(Exercise input):
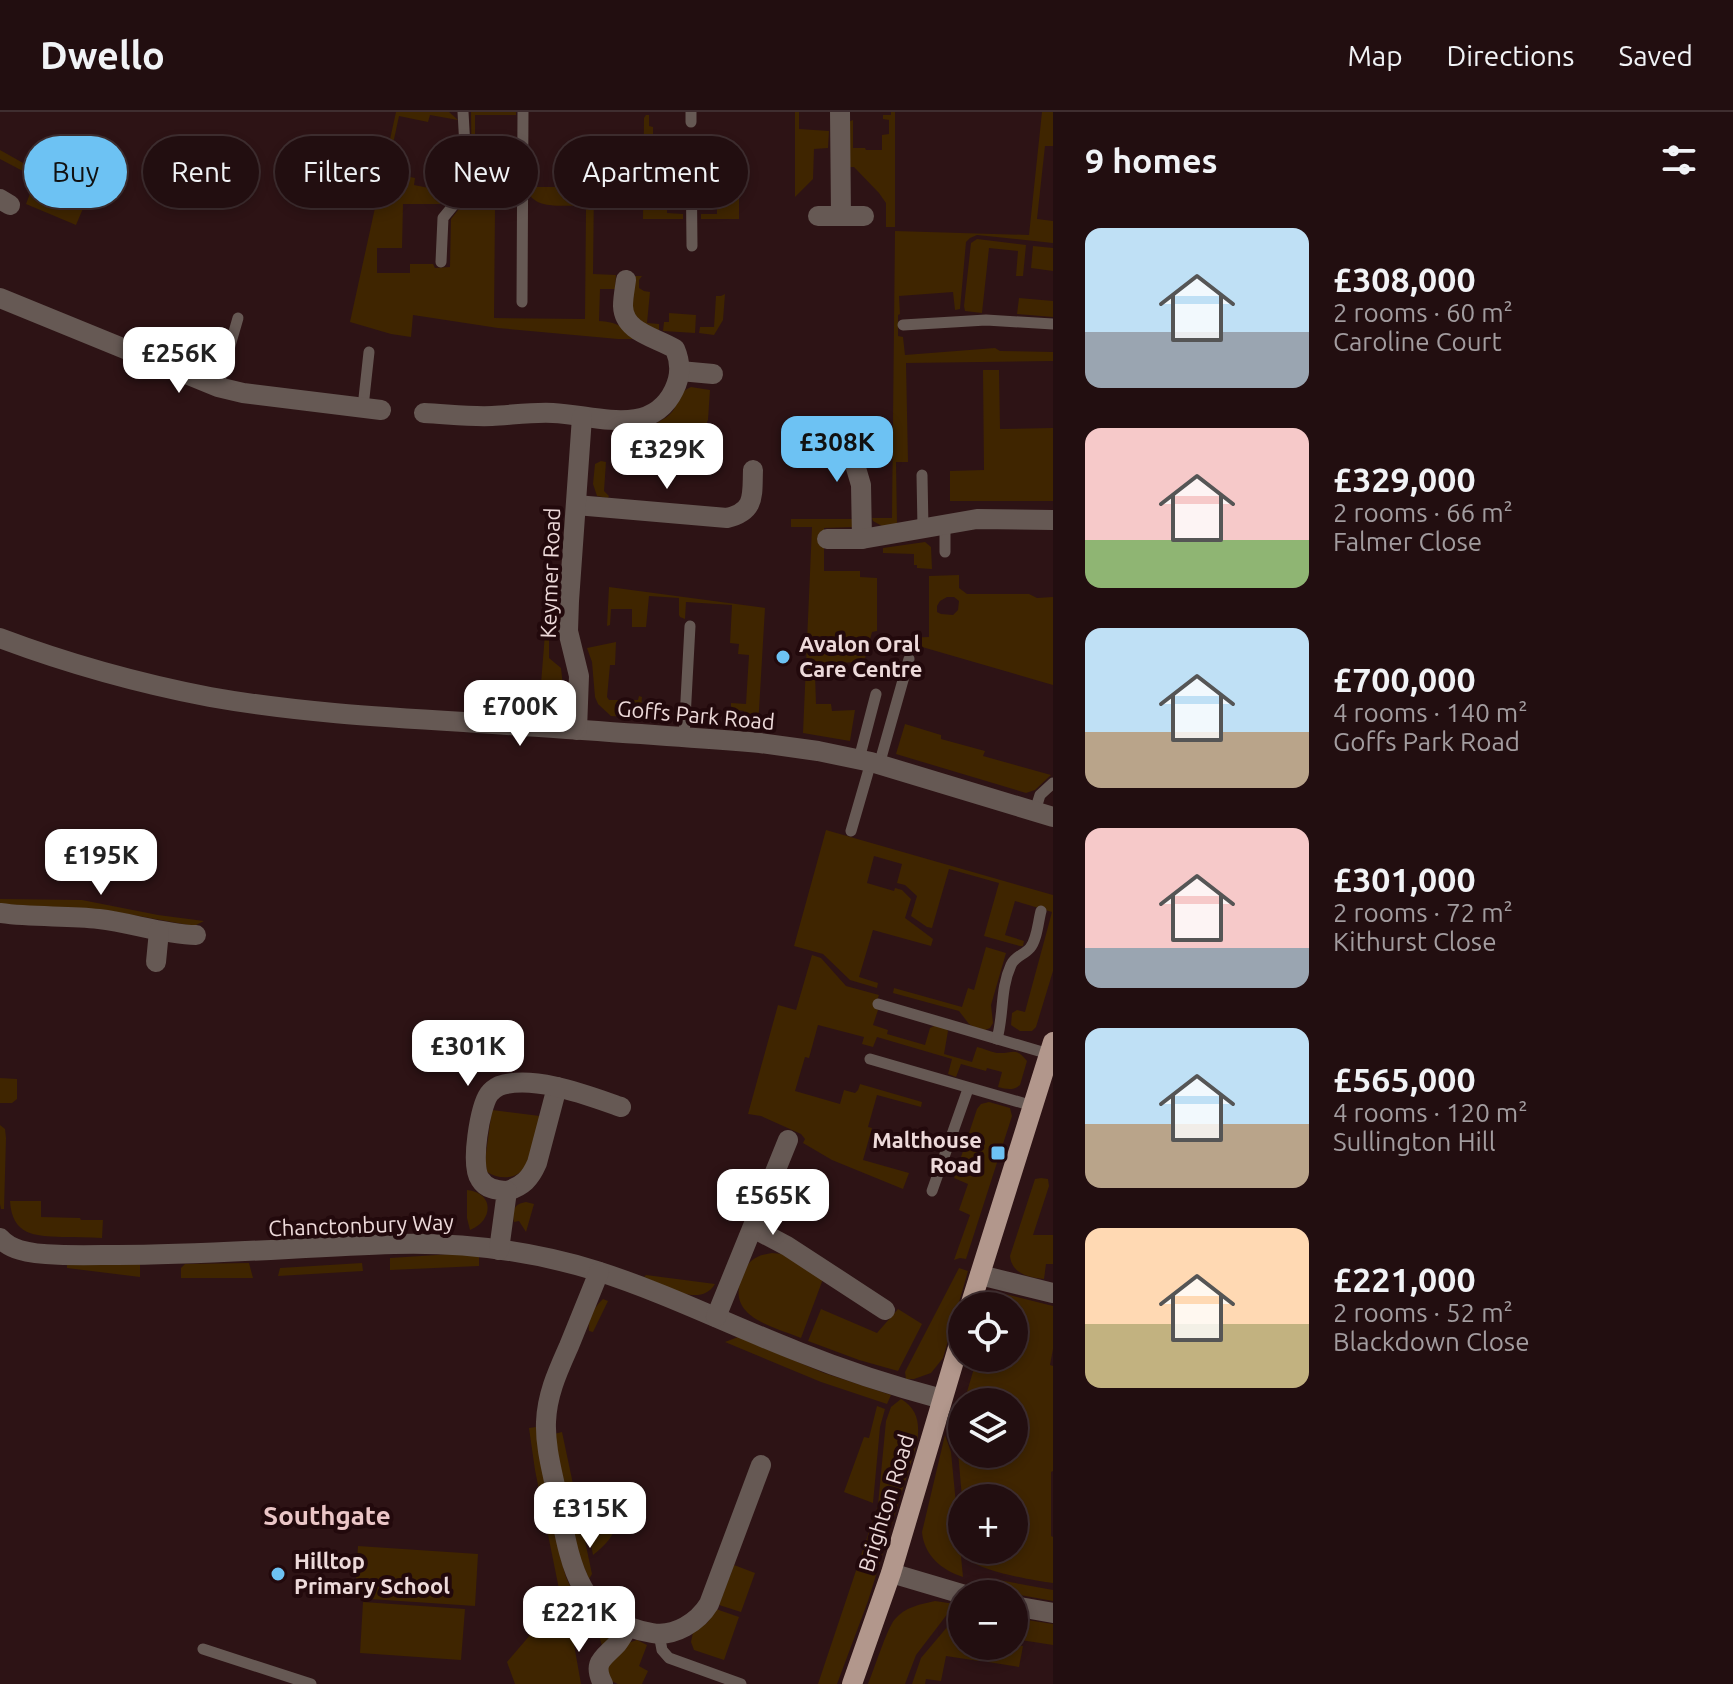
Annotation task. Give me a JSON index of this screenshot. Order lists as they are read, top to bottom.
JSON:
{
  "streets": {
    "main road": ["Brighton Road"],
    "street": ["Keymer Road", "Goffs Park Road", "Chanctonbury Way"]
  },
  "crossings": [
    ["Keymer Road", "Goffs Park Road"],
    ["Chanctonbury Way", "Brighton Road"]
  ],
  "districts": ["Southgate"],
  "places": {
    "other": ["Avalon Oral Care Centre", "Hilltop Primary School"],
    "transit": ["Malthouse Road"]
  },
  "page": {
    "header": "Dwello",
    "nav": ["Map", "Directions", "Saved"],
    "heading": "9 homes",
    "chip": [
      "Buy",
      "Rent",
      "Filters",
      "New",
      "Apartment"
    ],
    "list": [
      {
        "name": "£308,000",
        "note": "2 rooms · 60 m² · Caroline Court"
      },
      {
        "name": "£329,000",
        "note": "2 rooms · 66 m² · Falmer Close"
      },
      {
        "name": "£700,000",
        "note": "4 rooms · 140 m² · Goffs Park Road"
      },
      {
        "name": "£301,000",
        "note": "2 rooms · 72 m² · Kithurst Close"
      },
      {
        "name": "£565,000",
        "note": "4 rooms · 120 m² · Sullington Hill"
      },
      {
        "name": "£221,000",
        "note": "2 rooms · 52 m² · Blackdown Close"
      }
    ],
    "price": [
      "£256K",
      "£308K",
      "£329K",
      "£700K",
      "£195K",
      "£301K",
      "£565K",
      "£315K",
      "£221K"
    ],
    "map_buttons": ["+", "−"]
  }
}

* * *

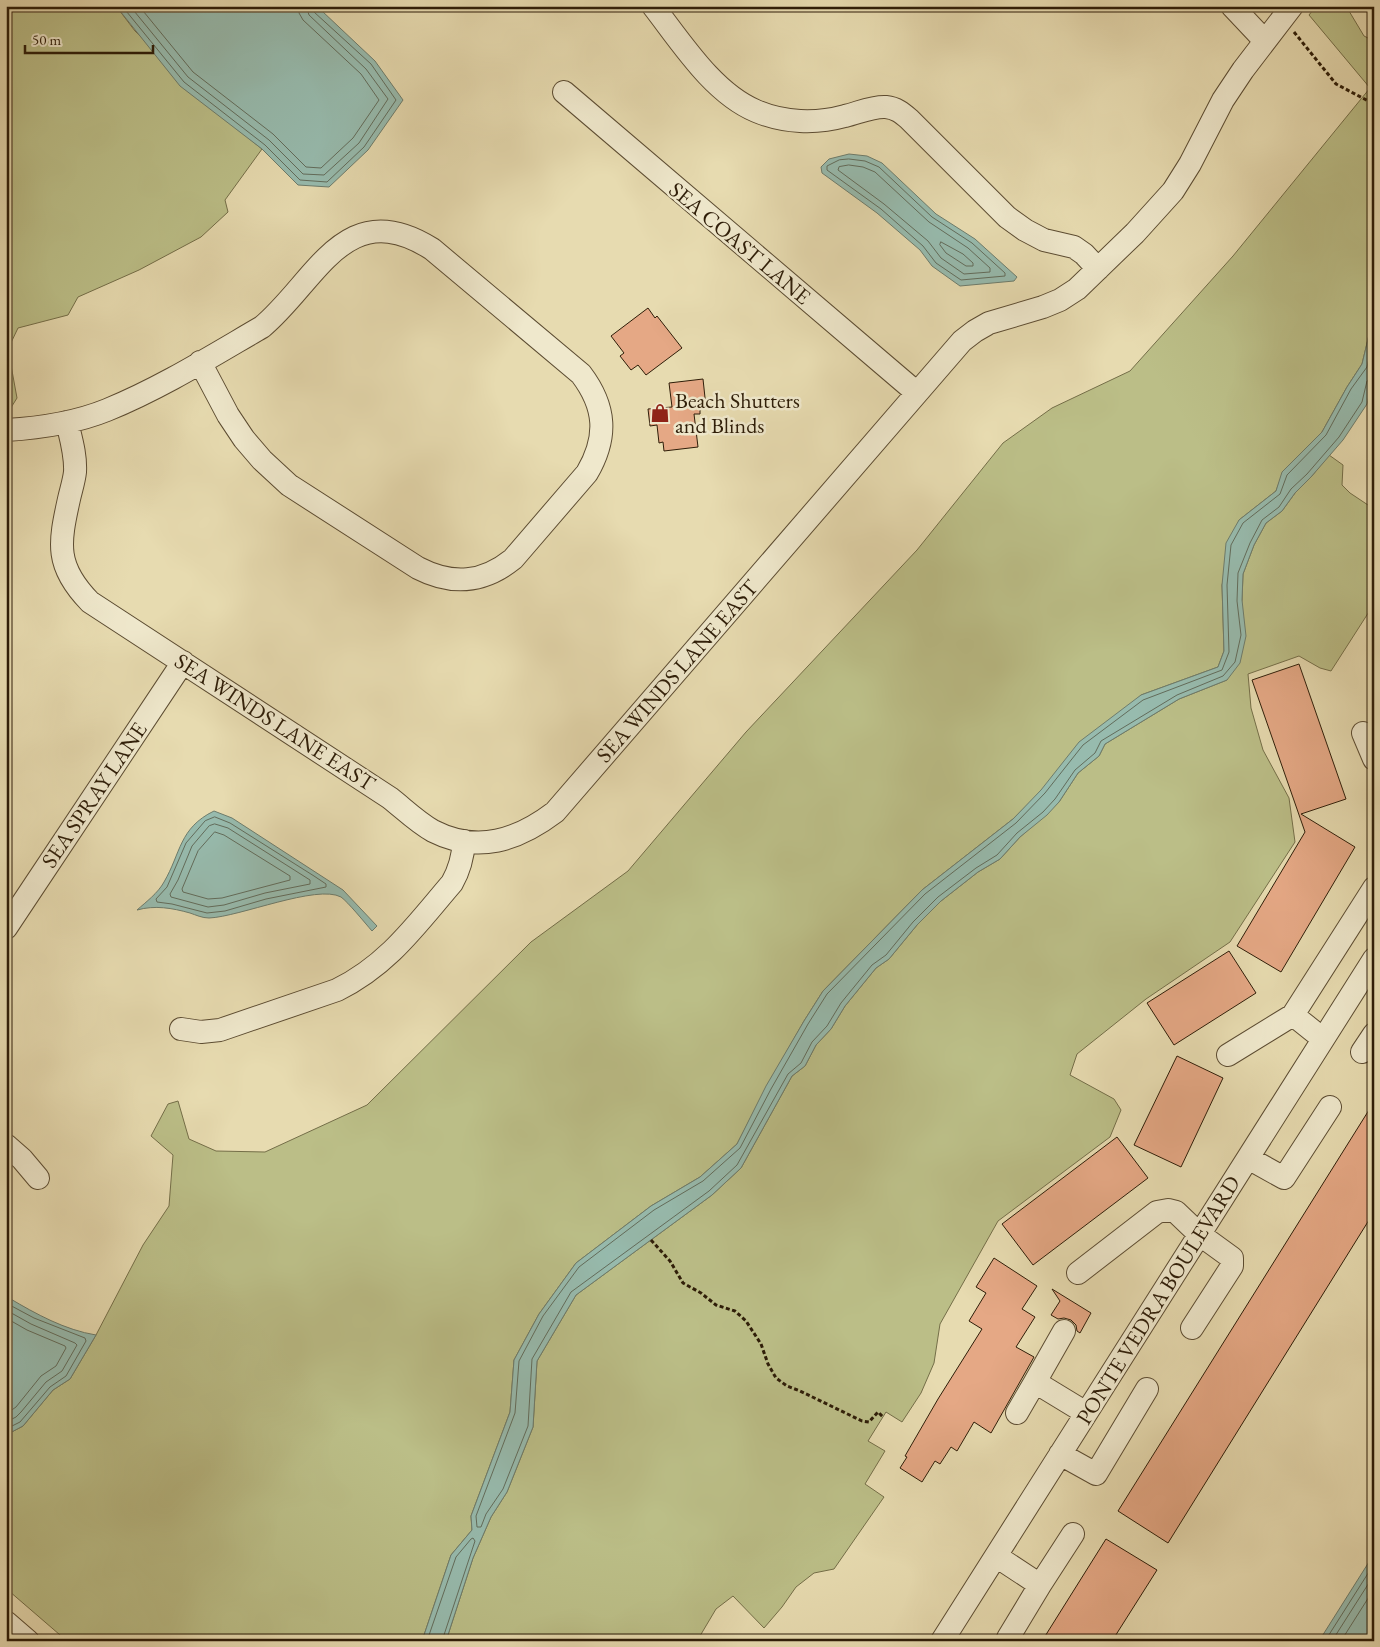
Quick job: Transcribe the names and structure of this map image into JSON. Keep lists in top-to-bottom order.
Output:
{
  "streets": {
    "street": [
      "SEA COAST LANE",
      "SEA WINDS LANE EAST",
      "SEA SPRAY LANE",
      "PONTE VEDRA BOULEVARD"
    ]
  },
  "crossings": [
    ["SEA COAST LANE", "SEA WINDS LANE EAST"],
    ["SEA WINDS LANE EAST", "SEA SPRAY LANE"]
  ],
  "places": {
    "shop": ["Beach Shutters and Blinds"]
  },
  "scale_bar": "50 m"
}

---

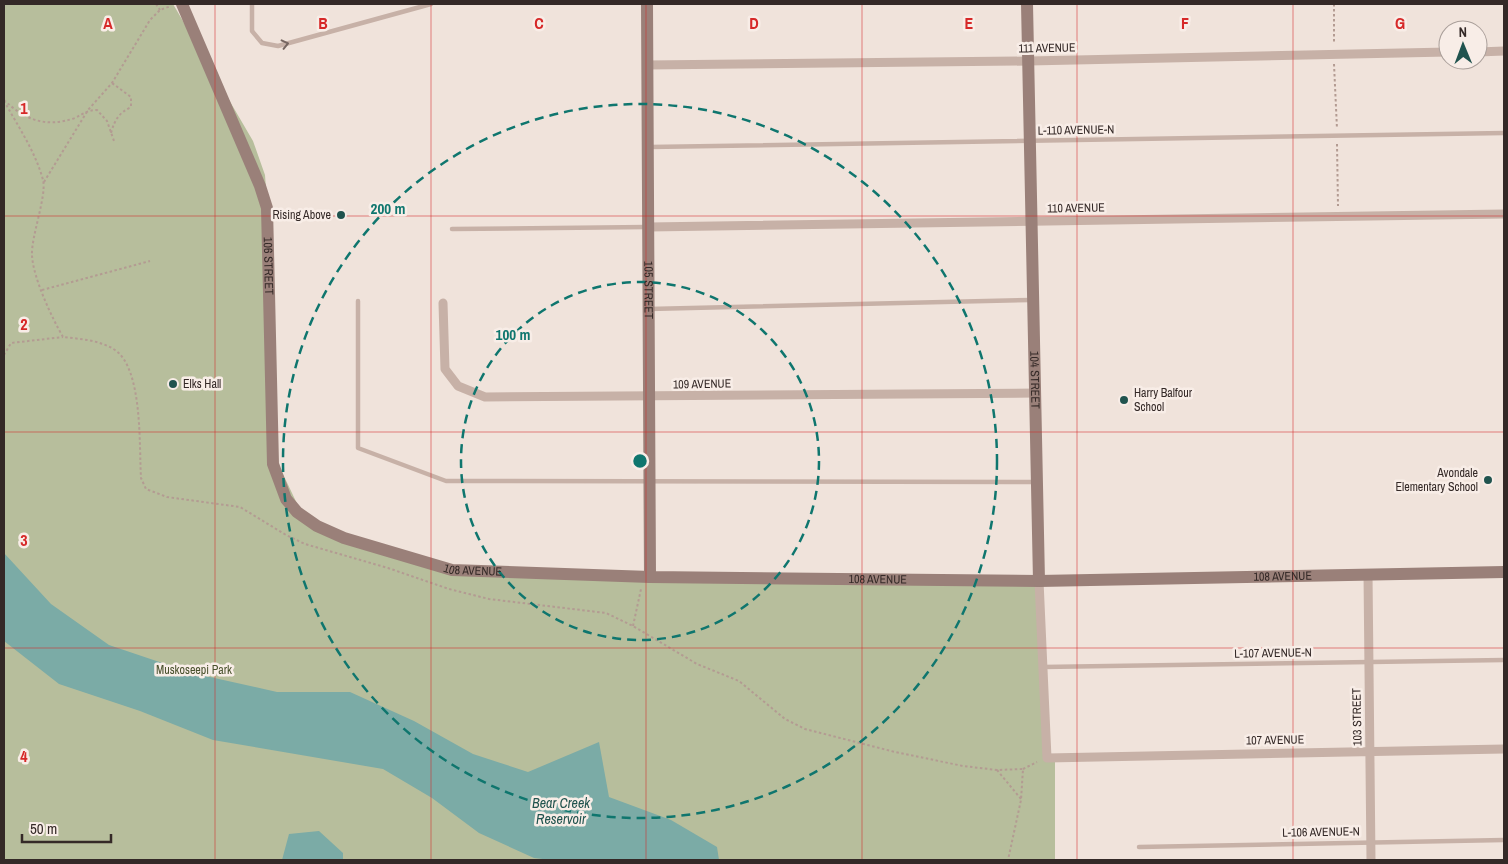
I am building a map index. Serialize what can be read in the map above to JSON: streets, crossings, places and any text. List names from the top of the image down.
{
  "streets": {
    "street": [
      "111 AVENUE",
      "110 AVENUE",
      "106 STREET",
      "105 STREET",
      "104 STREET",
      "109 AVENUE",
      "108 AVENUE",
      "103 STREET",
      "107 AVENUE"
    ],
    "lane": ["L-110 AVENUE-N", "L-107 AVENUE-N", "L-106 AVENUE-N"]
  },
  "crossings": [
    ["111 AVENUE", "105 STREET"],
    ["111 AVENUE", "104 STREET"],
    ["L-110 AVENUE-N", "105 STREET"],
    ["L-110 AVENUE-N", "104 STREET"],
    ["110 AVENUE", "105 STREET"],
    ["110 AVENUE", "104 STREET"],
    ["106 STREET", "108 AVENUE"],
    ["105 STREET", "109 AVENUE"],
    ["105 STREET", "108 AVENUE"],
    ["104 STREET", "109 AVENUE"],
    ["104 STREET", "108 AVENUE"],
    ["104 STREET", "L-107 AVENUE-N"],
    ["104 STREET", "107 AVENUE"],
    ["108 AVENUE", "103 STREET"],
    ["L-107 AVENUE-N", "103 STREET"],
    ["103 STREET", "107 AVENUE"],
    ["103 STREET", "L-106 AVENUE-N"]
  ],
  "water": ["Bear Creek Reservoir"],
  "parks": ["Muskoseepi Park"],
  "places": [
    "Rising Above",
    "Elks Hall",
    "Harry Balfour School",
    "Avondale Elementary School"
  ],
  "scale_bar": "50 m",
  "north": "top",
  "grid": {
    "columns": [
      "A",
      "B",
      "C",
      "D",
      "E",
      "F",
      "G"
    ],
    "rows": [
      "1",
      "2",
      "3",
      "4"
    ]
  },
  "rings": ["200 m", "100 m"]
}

(Assigned task):
Report every line of the material above in which "this" appears.

(Answer section):
Annotation task. Give me a JSON index of this screenshot. Order lists as they are read, top to bottom.
Quick job: Transcribe the names and structure of this map image into JSON. Keep lists in top-to-bottom order.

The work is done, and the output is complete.